Thanks Matori - consider this… Occasionally, due to differences in accounting recognition practices, the income that is subject to tax (i.e. the income on the income statement) is lower than the amount that you actually end up paying (taxes payable) due to the fact that Uncle Sam doesn’t like companies to skip out on paying taxes. Companies will want to understate their earnings so that they don’t have to pay as much tax right? Consider a company like Best Buy, they sell loads of electrical products most of which is under warranty. The company will recognize warranty expenses (to the best of their judgement) even though the expenses haven’t been incurred yet. This will reduce Net Income. Uncle Sam thinks this is BS, and says, “hey! we’re not having any of that crap, you can’t recognize those expenses until they actually happen, you’ve got to pay taxes on the entire amount of income.” So what happens is you end up pay a load more taxes than the income tax expense requires you to and so they create a DTA and they will receive this future benefit when the electrical products are actually returned down the line. The deferred DTA will then be reduced be reduced over time. (vice versa for DTL) A valuation allowance is a contra account that will offset the DTA if you think the entire DTA or DTL will be realized. A change in tax rates simply adjusts the value of DTA and DTLs. Imagine a tax rate change from 50% to 40%, a reduction of 20%. DTA is $1000 and DTL is $2000 - they are both reduced by 20% (to $800 and $1600) and the future income tax expense falls by the net amount of decline in DTL and DTA which in this case would be 400 - 200 = 200. Does this help?

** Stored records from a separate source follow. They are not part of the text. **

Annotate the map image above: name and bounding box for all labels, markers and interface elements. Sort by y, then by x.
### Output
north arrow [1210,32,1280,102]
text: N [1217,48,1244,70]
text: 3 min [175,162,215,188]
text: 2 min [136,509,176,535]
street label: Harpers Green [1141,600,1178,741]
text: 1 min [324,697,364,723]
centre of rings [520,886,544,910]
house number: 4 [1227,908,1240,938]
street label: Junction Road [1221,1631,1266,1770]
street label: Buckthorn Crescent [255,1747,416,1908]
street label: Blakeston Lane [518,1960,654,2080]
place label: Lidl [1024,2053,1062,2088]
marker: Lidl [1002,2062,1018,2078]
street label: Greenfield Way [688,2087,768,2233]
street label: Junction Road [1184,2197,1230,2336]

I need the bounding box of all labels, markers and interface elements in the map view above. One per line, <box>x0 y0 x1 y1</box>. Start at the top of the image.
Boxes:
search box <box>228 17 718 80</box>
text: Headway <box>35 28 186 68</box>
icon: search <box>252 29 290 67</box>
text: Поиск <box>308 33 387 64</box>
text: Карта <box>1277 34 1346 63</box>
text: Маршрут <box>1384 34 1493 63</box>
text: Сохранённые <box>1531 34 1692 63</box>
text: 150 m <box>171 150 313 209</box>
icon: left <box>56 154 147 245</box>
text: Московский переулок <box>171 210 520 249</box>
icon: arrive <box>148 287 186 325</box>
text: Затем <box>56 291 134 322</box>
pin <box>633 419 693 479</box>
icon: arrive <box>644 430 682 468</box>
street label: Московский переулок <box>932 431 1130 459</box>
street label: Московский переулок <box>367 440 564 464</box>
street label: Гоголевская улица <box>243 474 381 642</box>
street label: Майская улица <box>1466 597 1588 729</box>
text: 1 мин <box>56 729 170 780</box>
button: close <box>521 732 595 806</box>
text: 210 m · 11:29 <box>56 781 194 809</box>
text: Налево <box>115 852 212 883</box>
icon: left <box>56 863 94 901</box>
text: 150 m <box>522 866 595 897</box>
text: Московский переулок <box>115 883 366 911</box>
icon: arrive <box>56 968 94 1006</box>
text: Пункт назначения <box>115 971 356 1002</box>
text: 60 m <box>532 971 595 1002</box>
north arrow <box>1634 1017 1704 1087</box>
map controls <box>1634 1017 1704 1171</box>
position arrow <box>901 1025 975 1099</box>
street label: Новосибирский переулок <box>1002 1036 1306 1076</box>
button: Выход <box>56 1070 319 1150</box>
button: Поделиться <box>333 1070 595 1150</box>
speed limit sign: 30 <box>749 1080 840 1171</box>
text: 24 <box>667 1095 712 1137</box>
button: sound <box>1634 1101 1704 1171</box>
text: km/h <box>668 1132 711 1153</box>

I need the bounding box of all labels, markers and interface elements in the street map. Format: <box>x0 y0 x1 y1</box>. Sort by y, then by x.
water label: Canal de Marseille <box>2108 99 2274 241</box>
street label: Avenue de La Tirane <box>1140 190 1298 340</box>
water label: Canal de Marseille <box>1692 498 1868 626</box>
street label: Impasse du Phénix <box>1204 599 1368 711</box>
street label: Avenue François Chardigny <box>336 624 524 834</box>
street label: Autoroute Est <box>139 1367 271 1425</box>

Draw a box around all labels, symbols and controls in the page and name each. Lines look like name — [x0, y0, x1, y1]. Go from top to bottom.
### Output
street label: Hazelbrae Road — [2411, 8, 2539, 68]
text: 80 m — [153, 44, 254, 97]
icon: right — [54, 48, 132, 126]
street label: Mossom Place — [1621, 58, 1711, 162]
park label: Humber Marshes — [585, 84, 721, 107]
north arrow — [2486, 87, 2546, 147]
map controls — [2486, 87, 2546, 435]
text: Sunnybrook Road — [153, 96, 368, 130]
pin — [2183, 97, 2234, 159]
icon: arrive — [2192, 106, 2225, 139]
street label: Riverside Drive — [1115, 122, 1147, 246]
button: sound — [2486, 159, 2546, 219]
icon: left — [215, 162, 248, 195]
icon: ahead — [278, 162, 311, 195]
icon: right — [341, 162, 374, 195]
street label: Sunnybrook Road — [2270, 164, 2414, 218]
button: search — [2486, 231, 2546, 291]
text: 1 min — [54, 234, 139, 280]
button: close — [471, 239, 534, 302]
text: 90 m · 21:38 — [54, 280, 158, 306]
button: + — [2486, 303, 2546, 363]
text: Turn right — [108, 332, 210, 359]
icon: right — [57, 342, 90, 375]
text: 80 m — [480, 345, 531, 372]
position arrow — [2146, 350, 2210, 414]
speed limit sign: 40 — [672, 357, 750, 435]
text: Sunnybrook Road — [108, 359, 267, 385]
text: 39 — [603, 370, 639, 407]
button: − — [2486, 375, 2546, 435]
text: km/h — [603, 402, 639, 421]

bapswarrior, what are you referring to exactly?

In equity section. Questions such as when an limit order is above the best offer, or above the best bid etc…is it behind the market? new market? i always end up confusing my self so all i have memorized is Best Bid is the highest a dealer would buy for and Best offer is the lowest he would sell.

robjames1984 Wrote: ------------------------------------------------------- > Thanks Matori - consider this… > > Occasionally, due to differences in accounting > recognition practices, the income that is subject > to tax (i.e. the income on the income statement) > is lower than the amount that you actually end up > paying (taxes payable) due to the fact that Uncle > Sam doesn’t like companies to skip out on paying > taxes. > > Companies will want to understate their earnings > so that they don’t have to pay as much tax right? > Consider a company like Best Buy, they sell loads > of electrical products most of which is under > warranty. The company will recognize warranty > expenses (to the best of their judgement) even > though the expenses haven’t been incurred yet. > This will reduce Net Income. Uncle Sam thinks this > is BS, and says, “hey! we’re not having any of > that crap, you can’t recognize those expenses > until they actually happen, you’ve got to pay > taxes on the entire amount of income.” > > So what happens is you end up pay a load more > taxes than the income tax expense requires you to > and so they create a DTA and they will receive > this future benefit when the electrical products > are actually returned down the line. The deferred > DTA will then be reduced be reduced over time. > (vice versa for DTL) > > A valuation allowance is a contra account that > will offset the DTA if you think the entire DTA or > DTL will be realized. > > A change in tax rates simply adjusts the value of > DTA and DTLs. Imagine a tax rate change from 50% > to 40%, a reduction of 20%. DTA is $1000 and DTL > is $2000 - they are both reduced by 20% (to $800 > and $1600) and the future income tax expense falls > by the net amount of decline in DTL and DTA which > in this case would be 400 - 200 = 200. > > Does this help? This is great! I am familiar with the creation of DTA and DTL. There was a questions where (along the lines): 2008: Carry Asset Tax = 7000 Purchased in 2005 Useful life = 10 Carry Asset Financial = 8000 Useful Life = 15 Now in 2009, the asset was revalued to 10,000 for financial purposes, what effect did this have on deferred, or like taxes payable/expense… When I see something like this, I hope my 1/3 guess is on the mark! thanks!!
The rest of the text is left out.